Write out the data exactly, please, and omit the pictures.

• _DATA_
* * *

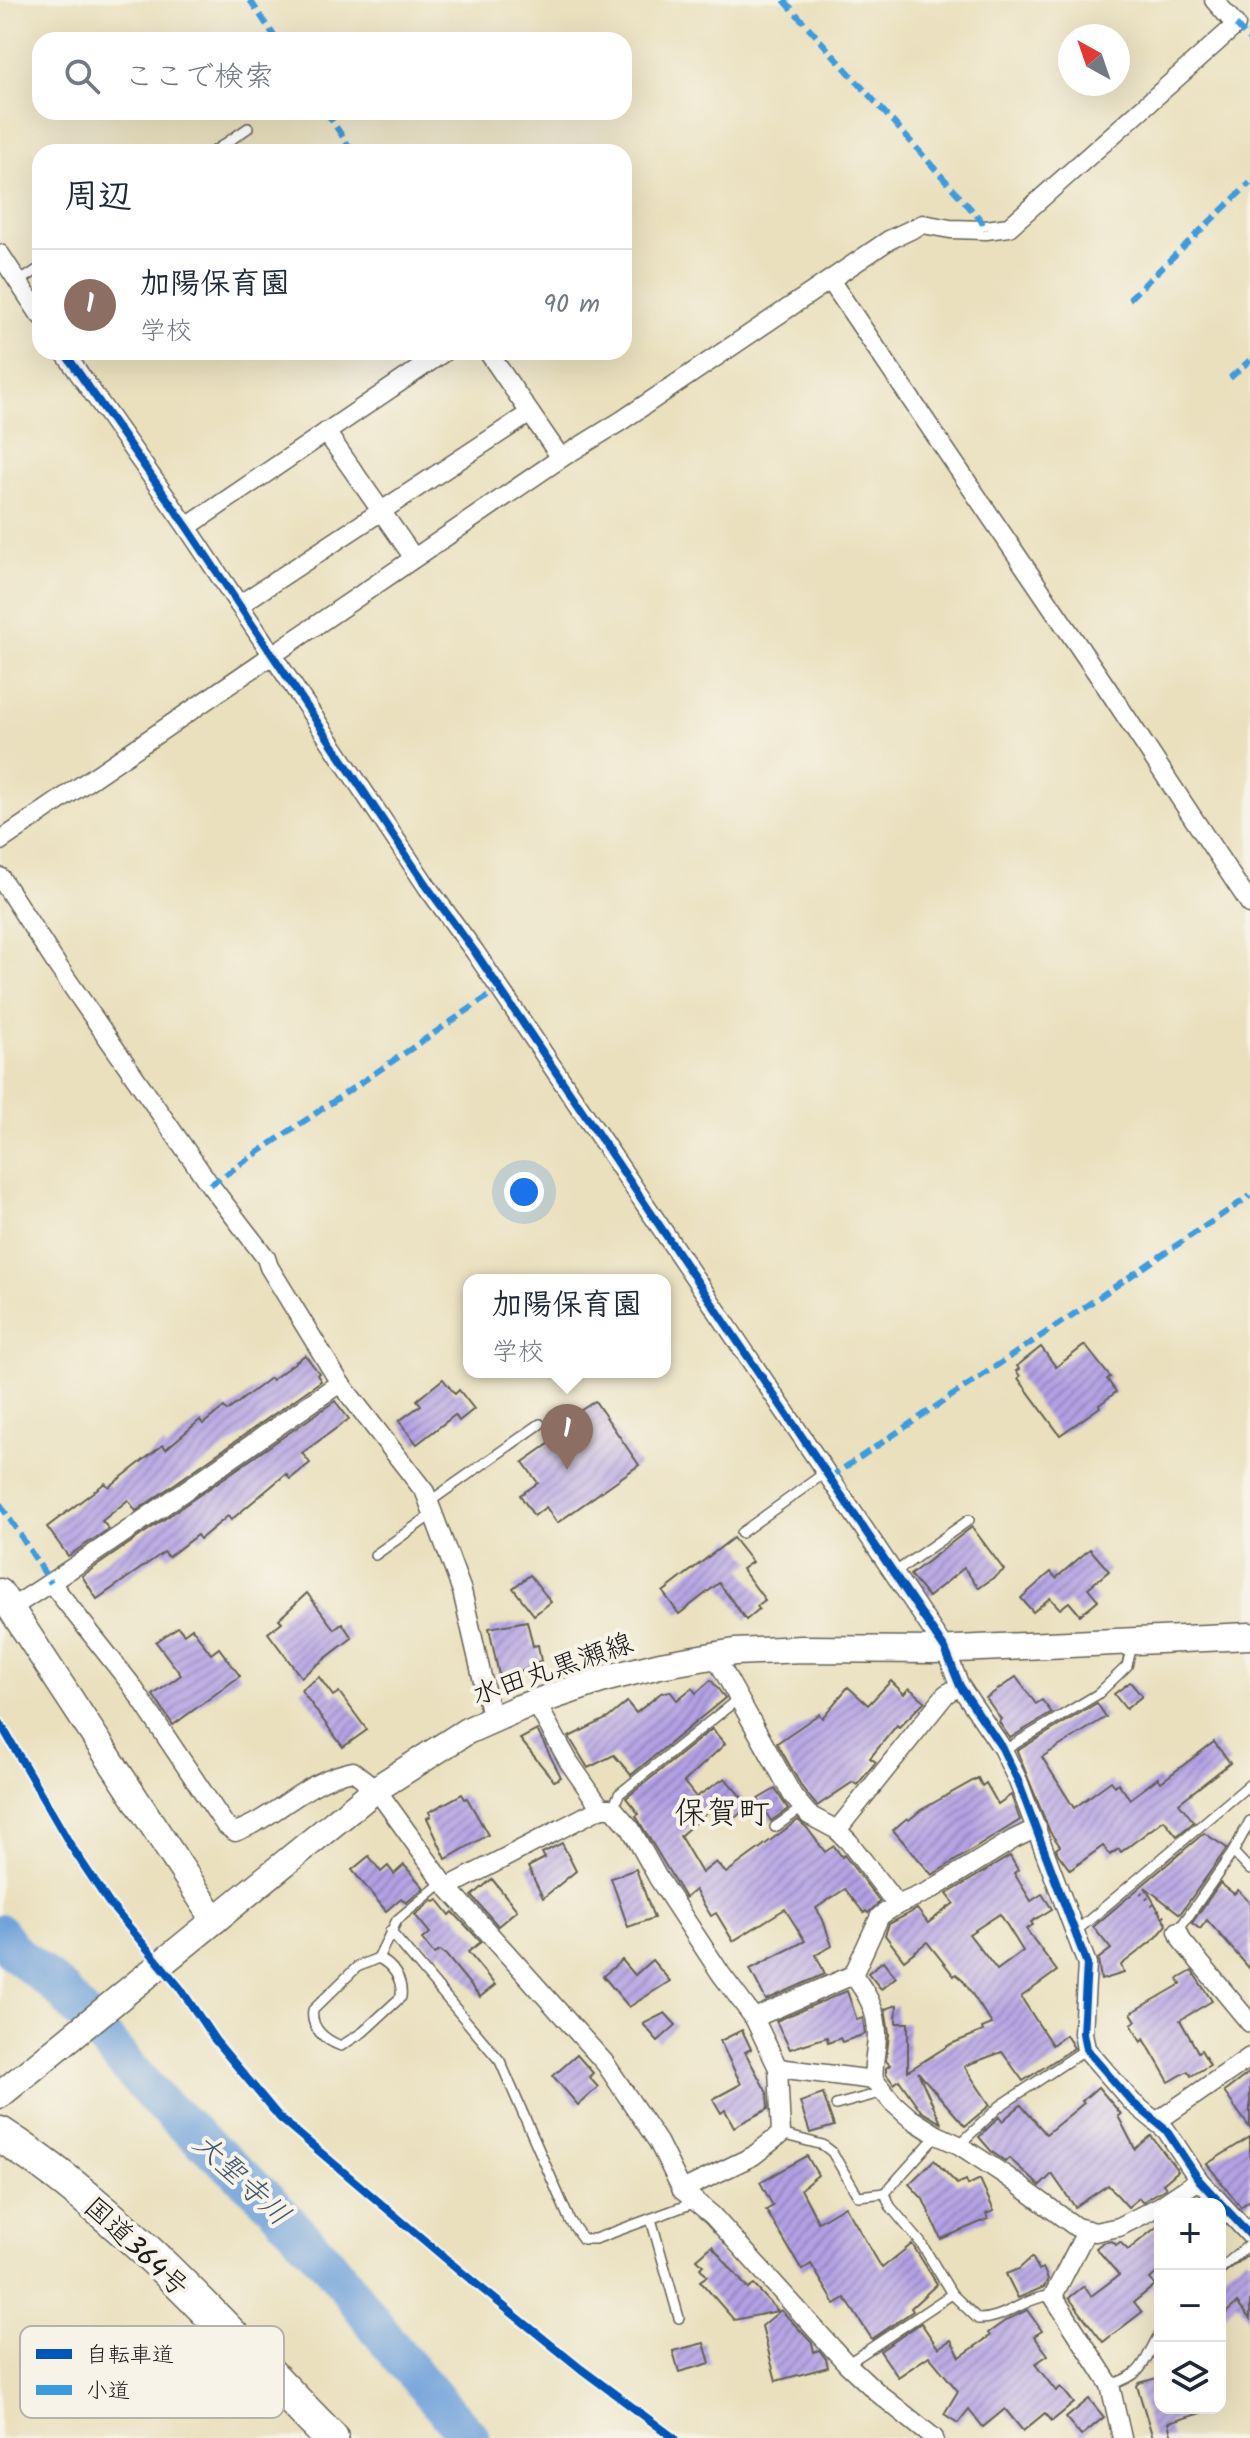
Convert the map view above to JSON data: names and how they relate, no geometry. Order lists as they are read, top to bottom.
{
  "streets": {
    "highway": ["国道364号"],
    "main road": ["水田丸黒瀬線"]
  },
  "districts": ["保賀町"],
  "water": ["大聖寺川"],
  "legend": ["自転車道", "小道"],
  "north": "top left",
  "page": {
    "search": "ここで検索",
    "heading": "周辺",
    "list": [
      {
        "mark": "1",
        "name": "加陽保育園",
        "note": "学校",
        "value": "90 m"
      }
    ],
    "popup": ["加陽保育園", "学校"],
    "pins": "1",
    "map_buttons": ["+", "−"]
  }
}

* * *

• _RESULT BELOW_
Convert the map view above to JSON data: names and how they relate, no geometry. Order lists as they are read, top to bottom.
{
  "streets": {
    "highway": ["国道364号"],
    "main road": ["水田丸黒瀬線"]
  },
  "districts": ["保賀町"],
  "water": ["大聖寺川"],
  "legend": ["自転車道", "小道"],
  "north": "top left",
  "page": {
    "search": "ここで検索",
    "heading": "周辺",
    "list": [
      {
        "mark": "1",
        "name": "加陽保育園",
        "note": "学校",
        "value": "90 m"
      }
    ],
    "popup": ["加陽保育園", "学校"],
    "pins": "1",
    "map_buttons": ["+", "−"]
  }
}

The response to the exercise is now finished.